Mr Anderson, you should be very proud of yourself, spreading your spin, misinformation and venom. You’ve fueled the flames of a very unstable man, who posses fire arms. During one of his shooting sprees intended for cats, a stray bullet could end up killing a child! I fear for anyone living near this maniac. Your, and his justification of killing (or ‘culling’ if it makes you feel better) a species, reminds me of the Nazis’ justification for killing 6 million jews, filthy sub-humans that carry disease and need to be eliminated. “Nature Advocate” admits that HUMANS are to blame for the cat problem and other invasive species increasingly creating problems and yet, his and your answer is to punish the cats, rather than educate and hold the IRRESPONSIBLE cat owners like his neighbor, responsible! How about some spay/neuter laws! With penalties! I would encourage others to research the facts regarding Europe’s plague – after outlawing and ‘culling’ cats, they learned the hard way it was cats that kept the rodent population down so when the cats were gone, the rats and the plague flourished. Also, nearly ALL national animal welfare organizations support TNR, including the largest most respected, HSUS. You’re obviously misinformed about TNR – it’s not about dumping cats into wilderness to survive off of small wildlife. It’s sterilizing ALL cats of an area, stopping the reproduction cycle and vaccinating, so that by attrition, the numbers decrease. Caregivers MUST provide daily food, water and shelter. To “Nature Advocate”, I compassionately urge you to seek mental help, sooner rather than later and PLEASE… put the gun down.

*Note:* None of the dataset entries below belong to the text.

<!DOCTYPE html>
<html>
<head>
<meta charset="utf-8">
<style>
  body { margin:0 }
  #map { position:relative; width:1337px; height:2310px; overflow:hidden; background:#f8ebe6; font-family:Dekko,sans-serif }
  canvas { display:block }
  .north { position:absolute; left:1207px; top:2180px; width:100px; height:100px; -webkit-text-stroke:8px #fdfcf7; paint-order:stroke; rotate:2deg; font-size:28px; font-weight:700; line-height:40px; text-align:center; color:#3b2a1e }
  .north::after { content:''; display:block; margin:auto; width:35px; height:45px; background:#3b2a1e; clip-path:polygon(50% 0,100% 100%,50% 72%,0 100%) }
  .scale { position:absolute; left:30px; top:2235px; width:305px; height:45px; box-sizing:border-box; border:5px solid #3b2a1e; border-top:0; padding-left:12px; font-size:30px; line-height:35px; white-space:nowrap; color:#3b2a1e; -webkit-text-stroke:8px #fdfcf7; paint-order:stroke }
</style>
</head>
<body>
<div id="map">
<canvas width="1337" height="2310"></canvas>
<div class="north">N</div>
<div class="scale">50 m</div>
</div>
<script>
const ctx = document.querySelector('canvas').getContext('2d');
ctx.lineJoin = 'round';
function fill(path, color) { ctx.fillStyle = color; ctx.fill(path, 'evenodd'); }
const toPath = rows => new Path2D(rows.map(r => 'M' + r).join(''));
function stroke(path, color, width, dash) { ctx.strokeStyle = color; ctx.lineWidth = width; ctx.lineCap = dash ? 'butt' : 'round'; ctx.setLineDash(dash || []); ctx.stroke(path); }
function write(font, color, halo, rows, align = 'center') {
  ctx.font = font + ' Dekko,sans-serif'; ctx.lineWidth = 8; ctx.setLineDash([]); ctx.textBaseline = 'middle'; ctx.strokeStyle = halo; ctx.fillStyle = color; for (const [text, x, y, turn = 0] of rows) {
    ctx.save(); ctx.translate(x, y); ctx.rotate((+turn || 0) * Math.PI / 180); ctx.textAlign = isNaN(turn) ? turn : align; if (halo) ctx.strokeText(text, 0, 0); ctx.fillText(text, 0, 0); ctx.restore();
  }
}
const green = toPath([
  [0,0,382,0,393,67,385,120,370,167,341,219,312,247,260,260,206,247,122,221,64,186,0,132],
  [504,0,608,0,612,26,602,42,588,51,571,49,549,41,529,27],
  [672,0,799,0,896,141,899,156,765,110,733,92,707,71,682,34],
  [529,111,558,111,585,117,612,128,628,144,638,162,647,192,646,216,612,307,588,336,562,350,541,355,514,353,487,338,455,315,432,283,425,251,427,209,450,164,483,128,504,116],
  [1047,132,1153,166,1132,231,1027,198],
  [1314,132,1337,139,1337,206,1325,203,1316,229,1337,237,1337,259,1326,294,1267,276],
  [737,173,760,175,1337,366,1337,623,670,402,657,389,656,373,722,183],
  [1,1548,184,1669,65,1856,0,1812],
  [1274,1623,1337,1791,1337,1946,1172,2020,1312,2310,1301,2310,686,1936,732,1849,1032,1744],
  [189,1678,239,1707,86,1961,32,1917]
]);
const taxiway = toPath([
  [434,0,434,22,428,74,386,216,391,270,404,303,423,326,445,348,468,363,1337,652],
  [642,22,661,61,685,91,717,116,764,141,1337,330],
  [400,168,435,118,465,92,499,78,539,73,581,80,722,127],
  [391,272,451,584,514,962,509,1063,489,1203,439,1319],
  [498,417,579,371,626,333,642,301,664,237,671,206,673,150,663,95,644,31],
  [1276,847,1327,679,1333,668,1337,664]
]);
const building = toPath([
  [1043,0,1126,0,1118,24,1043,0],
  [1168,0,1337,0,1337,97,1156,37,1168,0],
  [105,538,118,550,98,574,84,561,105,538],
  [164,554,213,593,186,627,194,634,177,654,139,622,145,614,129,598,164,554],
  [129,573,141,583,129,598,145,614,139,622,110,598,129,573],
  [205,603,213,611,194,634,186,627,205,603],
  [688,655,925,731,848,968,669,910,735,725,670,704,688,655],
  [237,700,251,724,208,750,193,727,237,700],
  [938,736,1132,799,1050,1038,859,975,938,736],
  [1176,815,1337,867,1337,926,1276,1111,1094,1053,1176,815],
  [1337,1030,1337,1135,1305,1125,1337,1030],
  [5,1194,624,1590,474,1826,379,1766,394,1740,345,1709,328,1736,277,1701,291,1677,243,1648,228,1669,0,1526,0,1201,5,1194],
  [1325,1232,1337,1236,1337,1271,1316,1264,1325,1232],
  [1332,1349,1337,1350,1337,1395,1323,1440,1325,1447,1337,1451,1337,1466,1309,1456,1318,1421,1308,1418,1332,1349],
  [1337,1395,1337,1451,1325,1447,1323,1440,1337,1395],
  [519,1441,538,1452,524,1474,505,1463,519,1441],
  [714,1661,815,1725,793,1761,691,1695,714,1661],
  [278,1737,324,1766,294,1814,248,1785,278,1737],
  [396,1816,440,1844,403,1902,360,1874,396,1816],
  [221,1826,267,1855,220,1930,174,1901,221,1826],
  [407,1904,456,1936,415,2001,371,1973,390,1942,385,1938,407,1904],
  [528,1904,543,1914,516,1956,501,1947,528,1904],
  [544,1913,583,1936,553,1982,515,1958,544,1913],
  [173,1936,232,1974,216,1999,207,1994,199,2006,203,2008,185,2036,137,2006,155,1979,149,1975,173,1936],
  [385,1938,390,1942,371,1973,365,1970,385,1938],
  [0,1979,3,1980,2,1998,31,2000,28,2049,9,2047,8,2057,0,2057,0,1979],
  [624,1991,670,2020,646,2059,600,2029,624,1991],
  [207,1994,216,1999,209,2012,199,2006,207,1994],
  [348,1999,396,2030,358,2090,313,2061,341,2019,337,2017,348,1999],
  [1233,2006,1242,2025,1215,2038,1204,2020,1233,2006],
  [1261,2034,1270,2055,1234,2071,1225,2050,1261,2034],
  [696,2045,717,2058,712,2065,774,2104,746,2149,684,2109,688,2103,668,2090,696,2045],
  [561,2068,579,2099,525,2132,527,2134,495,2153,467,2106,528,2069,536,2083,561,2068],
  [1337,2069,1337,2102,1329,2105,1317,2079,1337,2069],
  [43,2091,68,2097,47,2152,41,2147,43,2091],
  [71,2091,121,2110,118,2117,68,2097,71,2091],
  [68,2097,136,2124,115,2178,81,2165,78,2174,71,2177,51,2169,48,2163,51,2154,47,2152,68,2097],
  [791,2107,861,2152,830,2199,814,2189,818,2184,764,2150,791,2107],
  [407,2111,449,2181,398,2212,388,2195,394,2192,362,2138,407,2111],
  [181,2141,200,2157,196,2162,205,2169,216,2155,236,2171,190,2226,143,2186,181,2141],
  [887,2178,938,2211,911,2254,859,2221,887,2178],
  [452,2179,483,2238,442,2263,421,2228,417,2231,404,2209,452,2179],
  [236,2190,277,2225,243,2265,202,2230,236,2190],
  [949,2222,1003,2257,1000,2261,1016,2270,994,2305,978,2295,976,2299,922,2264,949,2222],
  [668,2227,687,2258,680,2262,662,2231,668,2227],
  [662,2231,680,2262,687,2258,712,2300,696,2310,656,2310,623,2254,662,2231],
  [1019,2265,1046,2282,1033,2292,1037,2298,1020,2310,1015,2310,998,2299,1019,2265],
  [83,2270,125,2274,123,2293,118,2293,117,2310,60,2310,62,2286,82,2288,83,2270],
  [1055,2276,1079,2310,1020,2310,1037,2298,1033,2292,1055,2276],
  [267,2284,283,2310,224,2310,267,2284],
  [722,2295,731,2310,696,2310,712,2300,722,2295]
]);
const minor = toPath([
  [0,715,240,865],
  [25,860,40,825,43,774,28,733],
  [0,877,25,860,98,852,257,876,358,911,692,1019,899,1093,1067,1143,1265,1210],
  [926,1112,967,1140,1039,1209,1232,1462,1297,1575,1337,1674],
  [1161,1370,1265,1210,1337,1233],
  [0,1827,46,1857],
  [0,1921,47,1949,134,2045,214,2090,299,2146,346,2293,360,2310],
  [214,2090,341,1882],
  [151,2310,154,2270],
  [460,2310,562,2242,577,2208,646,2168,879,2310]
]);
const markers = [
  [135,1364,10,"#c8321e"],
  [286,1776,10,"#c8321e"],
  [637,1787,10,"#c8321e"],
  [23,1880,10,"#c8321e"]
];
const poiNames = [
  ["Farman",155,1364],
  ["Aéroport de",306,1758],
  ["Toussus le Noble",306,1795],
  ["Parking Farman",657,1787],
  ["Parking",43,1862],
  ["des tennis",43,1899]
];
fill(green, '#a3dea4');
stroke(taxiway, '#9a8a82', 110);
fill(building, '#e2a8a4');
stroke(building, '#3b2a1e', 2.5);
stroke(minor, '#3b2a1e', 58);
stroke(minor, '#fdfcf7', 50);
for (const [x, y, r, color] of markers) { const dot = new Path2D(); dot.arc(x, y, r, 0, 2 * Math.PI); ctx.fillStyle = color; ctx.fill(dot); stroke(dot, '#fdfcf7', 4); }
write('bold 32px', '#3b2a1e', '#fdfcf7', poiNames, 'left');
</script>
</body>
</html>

Just to let you folks know that “Nature Advocate” posts under the name of “Woodsman001, Forest Smith, and dozens of other names on EVERY on-line article that deals with feral cats. He/she posts the exact bogus information on every site. Sometimes he will use two or more identities on one site, either supporting or questioning the other identity. Once other commenters begin to see through his tactics, he becomes angry and starts to spew nastiness. Many other sites have blocked him from posting any more comments. Google: Woodsman, Nature Advocate or any of his other names. He’s all over the internet spreading his love of killing cats.
Have you lost your mind? It was “culling” the feral cat population that made the plague worse. They are what keep it in check today by keeping the rodent population in check. Sure, some cats contract the disease themselves, but unlike rodents, feral cats do not chew their way into your house to live in your pantry. Housecats should be treated for parasites as always, to eliminate the risk of bring the disease inside the home.
Cats are animals like any other, with a role in the food chain. They are what we call a beneficial pest. It makes no sense to eliminate them anymore than you would kill all the worms crapping all over your yard. Do not get confused just because some have been tamed and kept as pets. Dogs were historically controlled and licensed because they will kill your livestock, whereas everyone wants a cat around, it only kills pests which eat your food and pests that spread disease. I tell you these things as a pest control business operator. Leave the cats be, do not upset the cycle of life, nature knows best.